Webster’s defines arrogance as “a feeling of superiority manifested in an overbearing manner or presumptuous claims.” When we see someone acting in an arrogant way, we could be tempted to grab the nearest sharp object – a hatpin works well – and pop their inflated ego balloon. Don’t we all enjoy seeing arrogant folks get their comeuppance? After all, a lot of great comedy has been written and performed around this dynamic.
But what is it like when we are the arrogant ones? Like the defilement of humiliation, arrogance is all about me. My viewpoint, my opinion, my ego, my world-view. Do we go about our lives with an assumption that we’re “right” until we are somehow proven “wrong”? Perhaps we don’t notice our arrogance until it gets popped (a la the hatpin). When it is brought to our attention, do we care? Or do we dig our heels in and become even more rigid? It is so hard to just “be with” the pain that arises when we realize we have been arrogant.

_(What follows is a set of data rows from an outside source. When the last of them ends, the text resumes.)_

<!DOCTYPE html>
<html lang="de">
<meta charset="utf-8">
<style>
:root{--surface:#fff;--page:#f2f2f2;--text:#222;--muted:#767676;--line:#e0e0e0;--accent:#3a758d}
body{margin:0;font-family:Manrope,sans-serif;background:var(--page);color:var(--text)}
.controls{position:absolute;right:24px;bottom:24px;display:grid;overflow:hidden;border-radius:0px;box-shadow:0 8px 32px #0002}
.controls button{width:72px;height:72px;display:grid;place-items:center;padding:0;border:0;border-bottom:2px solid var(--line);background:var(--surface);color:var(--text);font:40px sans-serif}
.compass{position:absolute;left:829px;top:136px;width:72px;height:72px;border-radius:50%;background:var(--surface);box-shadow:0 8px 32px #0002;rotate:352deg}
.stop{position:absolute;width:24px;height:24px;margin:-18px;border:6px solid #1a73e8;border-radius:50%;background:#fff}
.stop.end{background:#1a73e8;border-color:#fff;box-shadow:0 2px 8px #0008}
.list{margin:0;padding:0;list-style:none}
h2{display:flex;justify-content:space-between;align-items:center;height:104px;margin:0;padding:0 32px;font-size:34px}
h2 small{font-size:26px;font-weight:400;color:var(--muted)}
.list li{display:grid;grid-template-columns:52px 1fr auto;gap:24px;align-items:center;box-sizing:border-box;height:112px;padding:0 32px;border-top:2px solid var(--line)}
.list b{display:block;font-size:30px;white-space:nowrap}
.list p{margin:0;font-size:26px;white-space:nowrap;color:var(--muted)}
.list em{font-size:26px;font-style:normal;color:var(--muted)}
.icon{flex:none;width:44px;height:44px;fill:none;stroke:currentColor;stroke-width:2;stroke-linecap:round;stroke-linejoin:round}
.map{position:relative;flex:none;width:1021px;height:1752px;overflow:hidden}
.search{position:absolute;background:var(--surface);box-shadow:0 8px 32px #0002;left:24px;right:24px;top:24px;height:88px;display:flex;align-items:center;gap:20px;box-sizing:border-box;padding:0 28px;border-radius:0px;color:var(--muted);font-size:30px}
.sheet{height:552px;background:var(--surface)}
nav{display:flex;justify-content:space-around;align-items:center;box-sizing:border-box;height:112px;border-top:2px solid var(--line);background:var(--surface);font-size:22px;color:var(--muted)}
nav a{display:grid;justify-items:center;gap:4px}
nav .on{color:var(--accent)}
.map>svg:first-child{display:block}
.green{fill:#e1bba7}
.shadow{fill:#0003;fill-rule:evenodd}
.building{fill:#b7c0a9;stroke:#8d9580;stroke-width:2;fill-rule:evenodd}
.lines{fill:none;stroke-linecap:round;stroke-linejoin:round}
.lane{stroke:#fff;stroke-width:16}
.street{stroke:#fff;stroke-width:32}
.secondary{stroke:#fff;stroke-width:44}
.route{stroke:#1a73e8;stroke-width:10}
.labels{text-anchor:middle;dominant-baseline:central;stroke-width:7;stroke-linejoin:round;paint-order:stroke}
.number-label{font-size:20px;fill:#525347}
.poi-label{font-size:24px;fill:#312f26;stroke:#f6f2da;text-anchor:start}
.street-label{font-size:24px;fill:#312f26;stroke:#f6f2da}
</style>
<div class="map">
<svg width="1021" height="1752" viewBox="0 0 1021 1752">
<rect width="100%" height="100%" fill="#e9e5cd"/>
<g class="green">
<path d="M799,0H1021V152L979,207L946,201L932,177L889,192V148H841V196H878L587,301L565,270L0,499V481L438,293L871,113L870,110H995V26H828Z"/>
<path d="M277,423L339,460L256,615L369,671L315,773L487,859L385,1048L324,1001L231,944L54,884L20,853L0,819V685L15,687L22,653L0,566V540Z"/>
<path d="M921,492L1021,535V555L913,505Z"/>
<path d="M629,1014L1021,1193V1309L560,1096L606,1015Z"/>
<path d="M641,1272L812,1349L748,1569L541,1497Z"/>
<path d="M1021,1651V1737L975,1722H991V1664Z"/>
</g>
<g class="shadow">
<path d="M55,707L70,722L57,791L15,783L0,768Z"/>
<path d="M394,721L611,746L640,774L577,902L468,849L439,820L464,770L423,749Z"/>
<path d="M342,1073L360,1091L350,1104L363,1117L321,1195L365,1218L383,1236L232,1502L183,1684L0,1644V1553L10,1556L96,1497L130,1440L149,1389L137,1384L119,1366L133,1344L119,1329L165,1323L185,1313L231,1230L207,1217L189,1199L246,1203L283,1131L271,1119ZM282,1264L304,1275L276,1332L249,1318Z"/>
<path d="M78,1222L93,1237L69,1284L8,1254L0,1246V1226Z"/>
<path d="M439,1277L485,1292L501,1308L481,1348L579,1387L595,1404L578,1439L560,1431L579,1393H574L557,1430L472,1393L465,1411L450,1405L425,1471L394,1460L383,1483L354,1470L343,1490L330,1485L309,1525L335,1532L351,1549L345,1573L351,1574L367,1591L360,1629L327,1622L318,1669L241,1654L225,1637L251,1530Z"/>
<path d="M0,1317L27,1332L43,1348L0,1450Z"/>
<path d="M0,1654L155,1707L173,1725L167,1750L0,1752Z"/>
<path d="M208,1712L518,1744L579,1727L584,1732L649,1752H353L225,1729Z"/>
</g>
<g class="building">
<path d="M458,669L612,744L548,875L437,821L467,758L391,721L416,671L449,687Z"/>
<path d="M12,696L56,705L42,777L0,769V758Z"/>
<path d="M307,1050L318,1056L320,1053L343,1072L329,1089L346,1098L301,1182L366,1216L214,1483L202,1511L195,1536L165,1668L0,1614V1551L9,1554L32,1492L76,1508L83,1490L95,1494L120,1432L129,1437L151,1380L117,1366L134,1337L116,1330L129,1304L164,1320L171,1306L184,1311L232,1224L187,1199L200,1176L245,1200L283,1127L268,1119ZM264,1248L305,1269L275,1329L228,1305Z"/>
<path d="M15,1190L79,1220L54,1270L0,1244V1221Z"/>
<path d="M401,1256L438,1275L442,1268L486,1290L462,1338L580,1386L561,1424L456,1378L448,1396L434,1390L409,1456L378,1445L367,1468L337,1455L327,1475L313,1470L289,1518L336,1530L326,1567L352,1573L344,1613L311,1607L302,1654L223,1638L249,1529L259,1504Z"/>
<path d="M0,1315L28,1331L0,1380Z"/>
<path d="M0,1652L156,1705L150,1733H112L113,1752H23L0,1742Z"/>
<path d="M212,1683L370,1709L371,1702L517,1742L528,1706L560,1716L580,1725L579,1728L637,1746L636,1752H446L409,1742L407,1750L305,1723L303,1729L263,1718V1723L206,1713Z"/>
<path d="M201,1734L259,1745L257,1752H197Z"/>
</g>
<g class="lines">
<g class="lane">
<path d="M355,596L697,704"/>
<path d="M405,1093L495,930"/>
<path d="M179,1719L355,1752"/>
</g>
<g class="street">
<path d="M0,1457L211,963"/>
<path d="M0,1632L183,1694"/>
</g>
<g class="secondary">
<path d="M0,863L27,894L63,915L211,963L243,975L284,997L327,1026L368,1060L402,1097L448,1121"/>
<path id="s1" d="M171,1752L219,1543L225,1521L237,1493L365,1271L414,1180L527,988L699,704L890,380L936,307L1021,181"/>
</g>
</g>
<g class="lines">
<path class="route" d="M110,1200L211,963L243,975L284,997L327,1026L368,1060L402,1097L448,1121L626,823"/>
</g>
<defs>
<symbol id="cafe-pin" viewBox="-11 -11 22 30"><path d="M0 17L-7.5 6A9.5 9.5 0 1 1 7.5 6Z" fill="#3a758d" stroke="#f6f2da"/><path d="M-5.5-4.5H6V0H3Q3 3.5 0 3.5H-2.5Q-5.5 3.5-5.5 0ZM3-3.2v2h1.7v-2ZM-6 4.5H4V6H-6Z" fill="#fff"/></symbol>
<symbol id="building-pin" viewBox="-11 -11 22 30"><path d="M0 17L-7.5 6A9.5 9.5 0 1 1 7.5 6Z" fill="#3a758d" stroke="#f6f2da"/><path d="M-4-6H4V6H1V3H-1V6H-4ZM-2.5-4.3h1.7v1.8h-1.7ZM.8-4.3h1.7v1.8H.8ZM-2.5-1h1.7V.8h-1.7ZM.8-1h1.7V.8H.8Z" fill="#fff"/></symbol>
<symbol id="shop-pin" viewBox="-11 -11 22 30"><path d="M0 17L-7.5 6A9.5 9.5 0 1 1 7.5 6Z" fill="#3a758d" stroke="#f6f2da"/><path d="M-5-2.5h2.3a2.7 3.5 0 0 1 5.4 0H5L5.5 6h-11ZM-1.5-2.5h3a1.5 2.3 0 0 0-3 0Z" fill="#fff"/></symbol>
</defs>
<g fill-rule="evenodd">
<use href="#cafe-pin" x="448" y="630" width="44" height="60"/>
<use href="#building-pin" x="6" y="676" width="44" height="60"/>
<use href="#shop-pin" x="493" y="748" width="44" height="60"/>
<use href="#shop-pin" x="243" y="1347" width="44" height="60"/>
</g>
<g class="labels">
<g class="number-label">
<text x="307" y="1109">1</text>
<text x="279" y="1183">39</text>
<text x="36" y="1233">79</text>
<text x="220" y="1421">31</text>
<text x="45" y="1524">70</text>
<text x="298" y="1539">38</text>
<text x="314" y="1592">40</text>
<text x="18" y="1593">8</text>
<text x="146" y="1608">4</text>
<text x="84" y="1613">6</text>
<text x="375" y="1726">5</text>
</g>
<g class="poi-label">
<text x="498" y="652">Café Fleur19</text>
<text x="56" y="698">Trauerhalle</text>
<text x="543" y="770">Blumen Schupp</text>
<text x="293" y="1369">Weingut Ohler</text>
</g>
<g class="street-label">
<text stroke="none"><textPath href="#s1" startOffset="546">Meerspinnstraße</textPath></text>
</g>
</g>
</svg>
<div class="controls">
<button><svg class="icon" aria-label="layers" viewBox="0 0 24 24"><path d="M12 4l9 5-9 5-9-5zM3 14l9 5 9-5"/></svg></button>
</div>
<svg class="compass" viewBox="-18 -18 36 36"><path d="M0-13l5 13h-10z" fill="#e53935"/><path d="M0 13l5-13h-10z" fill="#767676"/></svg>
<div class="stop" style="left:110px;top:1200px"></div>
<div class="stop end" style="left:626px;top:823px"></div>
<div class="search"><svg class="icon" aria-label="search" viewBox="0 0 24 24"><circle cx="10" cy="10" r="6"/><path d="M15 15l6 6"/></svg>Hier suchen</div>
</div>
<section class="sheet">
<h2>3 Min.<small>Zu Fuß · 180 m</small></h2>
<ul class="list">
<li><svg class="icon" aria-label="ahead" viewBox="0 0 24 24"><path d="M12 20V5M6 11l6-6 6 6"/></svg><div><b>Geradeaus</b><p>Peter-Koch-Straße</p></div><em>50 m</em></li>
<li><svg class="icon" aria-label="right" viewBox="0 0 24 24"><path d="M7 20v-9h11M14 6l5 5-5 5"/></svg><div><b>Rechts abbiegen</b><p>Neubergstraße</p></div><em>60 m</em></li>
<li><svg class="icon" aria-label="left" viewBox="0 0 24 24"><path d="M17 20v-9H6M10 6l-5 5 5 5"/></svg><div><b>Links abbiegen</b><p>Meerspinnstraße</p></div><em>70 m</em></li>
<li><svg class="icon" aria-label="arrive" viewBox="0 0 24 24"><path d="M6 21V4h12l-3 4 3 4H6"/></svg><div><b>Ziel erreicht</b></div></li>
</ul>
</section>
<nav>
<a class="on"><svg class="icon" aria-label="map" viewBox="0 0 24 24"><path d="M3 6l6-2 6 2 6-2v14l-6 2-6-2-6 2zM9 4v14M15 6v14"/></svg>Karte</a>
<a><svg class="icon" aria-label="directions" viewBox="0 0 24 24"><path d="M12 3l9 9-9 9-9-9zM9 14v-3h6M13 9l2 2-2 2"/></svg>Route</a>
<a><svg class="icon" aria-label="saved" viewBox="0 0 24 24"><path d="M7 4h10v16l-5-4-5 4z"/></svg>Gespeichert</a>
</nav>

When we discussed humiliation last week, Tuere offered up embarrassment as a feeling that is not as attached to the sense of self as humiliation, therefore the experience of embarrassment is much less painful. What is a less self-involved feeling when we’re concerned with arrogance? I have thought of confidence as perhaps the best example, because it expresses a poise and self-reliance that isn’t necessarily obnoxious! But let’s discuss it on Thursday, okay?